3. Selling process and discretionary portfolio management: Inadequate disclosure of fee implications of different products; and concentration of investments in in-house products
Financial institutions are expected to consider all relevant information (e.g. charges, mark-ups or fees of different products and clients’ circumstances) before selling or recommending investment products to clients. They should select products which match with the clients’ investment strategies, risk expectations and personal circumstances when managing clients’ portfolios. They should also disclose their material interests in a transaction with or for a client or a relationship which gives rise to actual or potential conflicts of interest, for example:
- they should explain to clients any preference for internally managed strategies, and provide clients with options to exclude certain in-house products;
- they should disclose, in clients’ monthly statements, the percentage split of investment allocation between in-house managed and third-party managed strategies.

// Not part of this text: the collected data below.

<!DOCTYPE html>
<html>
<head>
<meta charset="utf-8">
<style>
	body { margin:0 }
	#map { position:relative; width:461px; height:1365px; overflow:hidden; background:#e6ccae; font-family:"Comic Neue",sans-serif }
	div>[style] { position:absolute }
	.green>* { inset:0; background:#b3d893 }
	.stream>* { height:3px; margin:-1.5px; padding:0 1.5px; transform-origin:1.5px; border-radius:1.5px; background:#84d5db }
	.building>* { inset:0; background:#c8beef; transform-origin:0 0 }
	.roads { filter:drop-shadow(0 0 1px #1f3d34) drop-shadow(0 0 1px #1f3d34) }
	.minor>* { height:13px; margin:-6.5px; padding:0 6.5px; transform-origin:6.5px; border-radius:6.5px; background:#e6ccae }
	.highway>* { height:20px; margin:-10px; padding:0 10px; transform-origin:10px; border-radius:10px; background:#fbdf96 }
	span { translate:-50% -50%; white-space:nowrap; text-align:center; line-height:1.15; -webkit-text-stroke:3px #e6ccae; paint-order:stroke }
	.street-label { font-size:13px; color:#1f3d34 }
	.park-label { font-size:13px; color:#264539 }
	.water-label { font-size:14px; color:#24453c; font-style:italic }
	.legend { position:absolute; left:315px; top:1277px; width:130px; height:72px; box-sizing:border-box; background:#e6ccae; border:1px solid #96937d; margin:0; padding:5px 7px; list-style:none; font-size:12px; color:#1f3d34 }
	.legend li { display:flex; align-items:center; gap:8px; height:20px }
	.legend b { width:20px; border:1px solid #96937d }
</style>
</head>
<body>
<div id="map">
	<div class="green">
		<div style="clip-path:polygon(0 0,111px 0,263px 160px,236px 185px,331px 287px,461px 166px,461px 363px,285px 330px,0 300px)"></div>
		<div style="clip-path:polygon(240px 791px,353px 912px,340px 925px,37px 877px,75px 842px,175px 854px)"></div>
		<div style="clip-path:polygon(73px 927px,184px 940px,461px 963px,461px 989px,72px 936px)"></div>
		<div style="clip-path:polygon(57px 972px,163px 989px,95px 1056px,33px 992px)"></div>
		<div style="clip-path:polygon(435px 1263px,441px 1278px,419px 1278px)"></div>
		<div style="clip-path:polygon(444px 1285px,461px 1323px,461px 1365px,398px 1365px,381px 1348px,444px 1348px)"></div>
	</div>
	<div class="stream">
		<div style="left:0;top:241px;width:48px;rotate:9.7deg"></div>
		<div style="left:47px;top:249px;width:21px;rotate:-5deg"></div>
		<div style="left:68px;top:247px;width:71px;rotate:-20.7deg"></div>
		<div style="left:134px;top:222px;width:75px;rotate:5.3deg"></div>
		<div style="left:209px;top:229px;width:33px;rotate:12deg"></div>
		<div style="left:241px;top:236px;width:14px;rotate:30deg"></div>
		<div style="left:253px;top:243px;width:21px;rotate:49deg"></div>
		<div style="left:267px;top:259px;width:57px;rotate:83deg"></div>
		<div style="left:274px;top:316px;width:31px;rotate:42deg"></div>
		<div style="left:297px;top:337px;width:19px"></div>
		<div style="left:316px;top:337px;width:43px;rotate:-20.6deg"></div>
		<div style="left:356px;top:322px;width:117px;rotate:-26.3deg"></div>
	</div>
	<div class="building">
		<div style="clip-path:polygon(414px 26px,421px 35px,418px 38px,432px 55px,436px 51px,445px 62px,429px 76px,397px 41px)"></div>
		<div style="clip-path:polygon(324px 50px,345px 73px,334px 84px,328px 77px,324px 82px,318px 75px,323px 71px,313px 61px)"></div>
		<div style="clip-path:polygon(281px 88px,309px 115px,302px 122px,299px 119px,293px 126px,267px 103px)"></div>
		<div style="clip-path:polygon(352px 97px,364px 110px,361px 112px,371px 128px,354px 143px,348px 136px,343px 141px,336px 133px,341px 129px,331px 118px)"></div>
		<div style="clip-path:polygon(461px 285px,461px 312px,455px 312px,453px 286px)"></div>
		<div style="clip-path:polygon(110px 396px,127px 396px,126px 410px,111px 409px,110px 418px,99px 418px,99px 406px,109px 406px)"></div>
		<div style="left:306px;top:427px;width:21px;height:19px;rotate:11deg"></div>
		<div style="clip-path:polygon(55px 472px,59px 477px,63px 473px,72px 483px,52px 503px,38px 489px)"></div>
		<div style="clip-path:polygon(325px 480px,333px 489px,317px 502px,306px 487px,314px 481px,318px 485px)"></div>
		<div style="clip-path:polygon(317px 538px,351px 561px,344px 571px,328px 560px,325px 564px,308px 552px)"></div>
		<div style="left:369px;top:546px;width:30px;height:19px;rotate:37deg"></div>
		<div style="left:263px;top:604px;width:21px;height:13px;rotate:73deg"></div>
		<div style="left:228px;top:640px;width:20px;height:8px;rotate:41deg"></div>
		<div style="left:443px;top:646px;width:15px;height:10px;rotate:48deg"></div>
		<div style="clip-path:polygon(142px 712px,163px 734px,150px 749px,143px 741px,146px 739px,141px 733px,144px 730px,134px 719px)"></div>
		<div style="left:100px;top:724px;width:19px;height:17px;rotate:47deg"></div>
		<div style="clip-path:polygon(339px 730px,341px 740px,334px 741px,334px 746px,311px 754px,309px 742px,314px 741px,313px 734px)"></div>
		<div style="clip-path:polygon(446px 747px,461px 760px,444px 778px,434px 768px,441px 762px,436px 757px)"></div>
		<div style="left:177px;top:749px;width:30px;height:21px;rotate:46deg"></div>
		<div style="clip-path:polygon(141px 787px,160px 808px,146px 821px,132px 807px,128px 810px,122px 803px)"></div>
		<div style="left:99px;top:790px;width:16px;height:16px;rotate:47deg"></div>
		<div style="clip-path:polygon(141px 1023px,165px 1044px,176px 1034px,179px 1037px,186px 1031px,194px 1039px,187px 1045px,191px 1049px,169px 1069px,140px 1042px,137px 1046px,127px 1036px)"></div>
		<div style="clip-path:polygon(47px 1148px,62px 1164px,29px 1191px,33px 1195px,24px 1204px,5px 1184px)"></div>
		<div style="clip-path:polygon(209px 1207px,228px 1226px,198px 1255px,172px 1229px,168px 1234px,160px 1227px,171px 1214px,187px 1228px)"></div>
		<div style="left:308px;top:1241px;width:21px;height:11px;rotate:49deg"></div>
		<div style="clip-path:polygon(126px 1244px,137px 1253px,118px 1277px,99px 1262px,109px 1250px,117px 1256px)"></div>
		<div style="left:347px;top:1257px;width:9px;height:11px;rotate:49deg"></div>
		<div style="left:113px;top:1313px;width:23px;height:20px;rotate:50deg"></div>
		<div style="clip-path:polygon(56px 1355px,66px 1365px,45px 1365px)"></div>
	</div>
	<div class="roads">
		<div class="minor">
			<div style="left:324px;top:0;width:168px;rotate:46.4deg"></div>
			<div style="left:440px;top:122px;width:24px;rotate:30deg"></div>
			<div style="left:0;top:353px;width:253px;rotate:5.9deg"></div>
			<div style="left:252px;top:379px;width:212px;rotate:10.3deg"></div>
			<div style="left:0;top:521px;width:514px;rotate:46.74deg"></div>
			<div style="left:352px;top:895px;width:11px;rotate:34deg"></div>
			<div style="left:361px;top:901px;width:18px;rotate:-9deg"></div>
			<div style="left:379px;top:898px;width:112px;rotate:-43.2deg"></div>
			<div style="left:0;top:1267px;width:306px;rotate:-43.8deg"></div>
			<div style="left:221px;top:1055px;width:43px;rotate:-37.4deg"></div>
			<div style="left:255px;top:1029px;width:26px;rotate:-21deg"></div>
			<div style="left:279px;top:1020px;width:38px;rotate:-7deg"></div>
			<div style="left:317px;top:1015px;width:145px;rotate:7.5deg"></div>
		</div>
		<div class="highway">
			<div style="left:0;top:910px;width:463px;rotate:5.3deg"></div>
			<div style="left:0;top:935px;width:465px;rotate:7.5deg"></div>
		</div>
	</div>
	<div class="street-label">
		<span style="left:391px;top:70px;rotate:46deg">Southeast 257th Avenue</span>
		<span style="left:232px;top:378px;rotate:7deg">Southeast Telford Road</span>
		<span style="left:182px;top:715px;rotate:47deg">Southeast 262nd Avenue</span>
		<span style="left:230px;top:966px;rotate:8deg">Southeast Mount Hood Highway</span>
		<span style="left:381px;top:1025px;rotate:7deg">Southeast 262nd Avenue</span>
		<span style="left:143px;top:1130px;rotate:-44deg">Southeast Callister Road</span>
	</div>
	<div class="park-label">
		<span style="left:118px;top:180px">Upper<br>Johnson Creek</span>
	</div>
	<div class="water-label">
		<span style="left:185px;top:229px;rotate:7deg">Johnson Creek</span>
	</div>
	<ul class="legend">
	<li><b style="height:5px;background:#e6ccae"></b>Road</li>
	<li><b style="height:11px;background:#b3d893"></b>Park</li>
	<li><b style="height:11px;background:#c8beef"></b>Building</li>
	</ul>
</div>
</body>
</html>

4. Management supervision, and controls and monitoring: Defective conflict management
The Regulators expect financial institutions to establish proper policies and procedures to address potential conflicts arising from the distribution of in-house products, review the effectiveness of their implementation and provide regular training and guidance to staff. Examples of good practices are:
- Staff are provided with clear and written guidance about conflicts of interest, including a list of focus areas and scenarios which helps staff identify actual and potential conflicts of interest.
- Conflicts of interest is a standard item in annual risk assessment. Specific check points are specified to ensure effective tracking and assessment of business activities with potential conflicts of interest.
The thematic review is the latest in a series of reviews undertaken by the Regulators into sales practices in the financial services industry. The expectations expressed are not new but for the most part reiterate standards of conduct which have been published in circulars, FAQs and reports on several previous occasions. It therefore speaks volumes that the Regulators have felt it necessary following this latest review to draw shortcomings to the attention of the industry. Intermediaries would be wise to conduct a critical review of their practices and systems to ensure that none of the weaknesses identified by the Regulators apply to their businesses, as vigorous enforcement action can be expected in future.